Son of terror victim asks Scouts to cut Palestinian branch
The son of an American man killed in an October 2015 Jerusalem terrorist attack has called on the world scouting organization to drop the membership of the Palestinian branch, which has glorified his father’s killer.
The Palestinian Scout Association, which was accepted six months ago as full member of the World Organization of the Scout Movement, named its leadership training course that started last week after the killer of Richard Lakin.
Publicity for the Martyr – Leader Baha Alyan Course shows Alyan in a Palestinian Scouts uniform. The Palestinian branch had been a non-voting conditional member of the world body for 10 years.
“Should you allow the Palestinian Scout Association to keep its membership in the World Organization of the Scout Movement at the same time as they are presenting a murderer as a role model for future scout leaders, then your organization is effectively a co-sponsor of this terrorism-promoting course,” Micah Lakin Avni wrote to the world scouting organization.
Richard Lakin and two others were killed in a stabbing and shooting spree aboard a Jerusalem bus by Alyan and an accomplice. Lakin moved to Israel from Connecticut in 1983 and held dual American and Israeli citizenship. More than 10 people were wounded in the attack. Alyan was killed and his accomplice Balal Abu Gaanam was captured and sentenced to three life sentences.
“As long as Palestinian leaders nurture a culture of hate, encouraging school children to go out and kill, more violence is inevitable,” Lakin Avni also wrote to the scouting group. “By encouraging hatred, they distance all of us from the love of and belief in peaceful coexistence for which my father stood.”
The watchdog website Palestinian Media Watch first highlighted the Palestinian Scouts leadership course.
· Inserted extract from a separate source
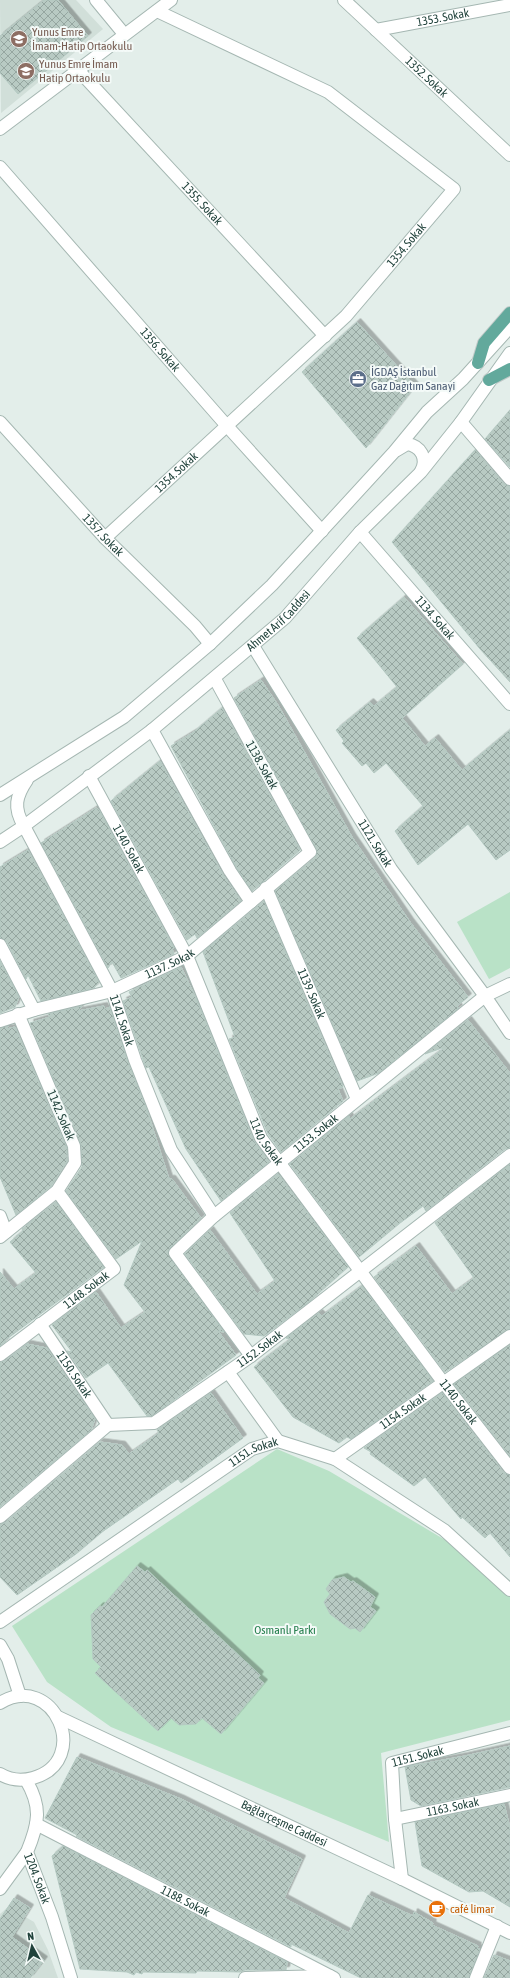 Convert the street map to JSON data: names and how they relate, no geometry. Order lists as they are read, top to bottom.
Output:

It also called on the World Organization of the Scout Movement to cancel the membership of the Palestinian Scout Association.
Lakin was a former principal at Hopewell Elementary School in Glastonbury, Connecticut.
“He was 76 years old, and had eight grandchildren,” one of his sons wrote at the time. “He was butchered by Muslim terrorists who shot him in the head and stabbed him multiple times during an attack on a 78 bus in Jerusalem’s Armon Hanatziv neighborhood.”
The Facebook post went on to celebrate Lakin’s legacy of decency.
“Dad was a kind, gentle loving person whose legacy is ‘acts of kindness,’” it continued. “Dad’s basic views as expressed on his website were: ‘Every child is a miracle,’ ‘kindness and positivism are contagious,’ ‘empowerment frees people to realize their potential,’ ‘parenting and teaching are acts of love,’ and ‘schools must be caring learning communities.’”
JTA and Daniel K. Eisenbud contributed to this report.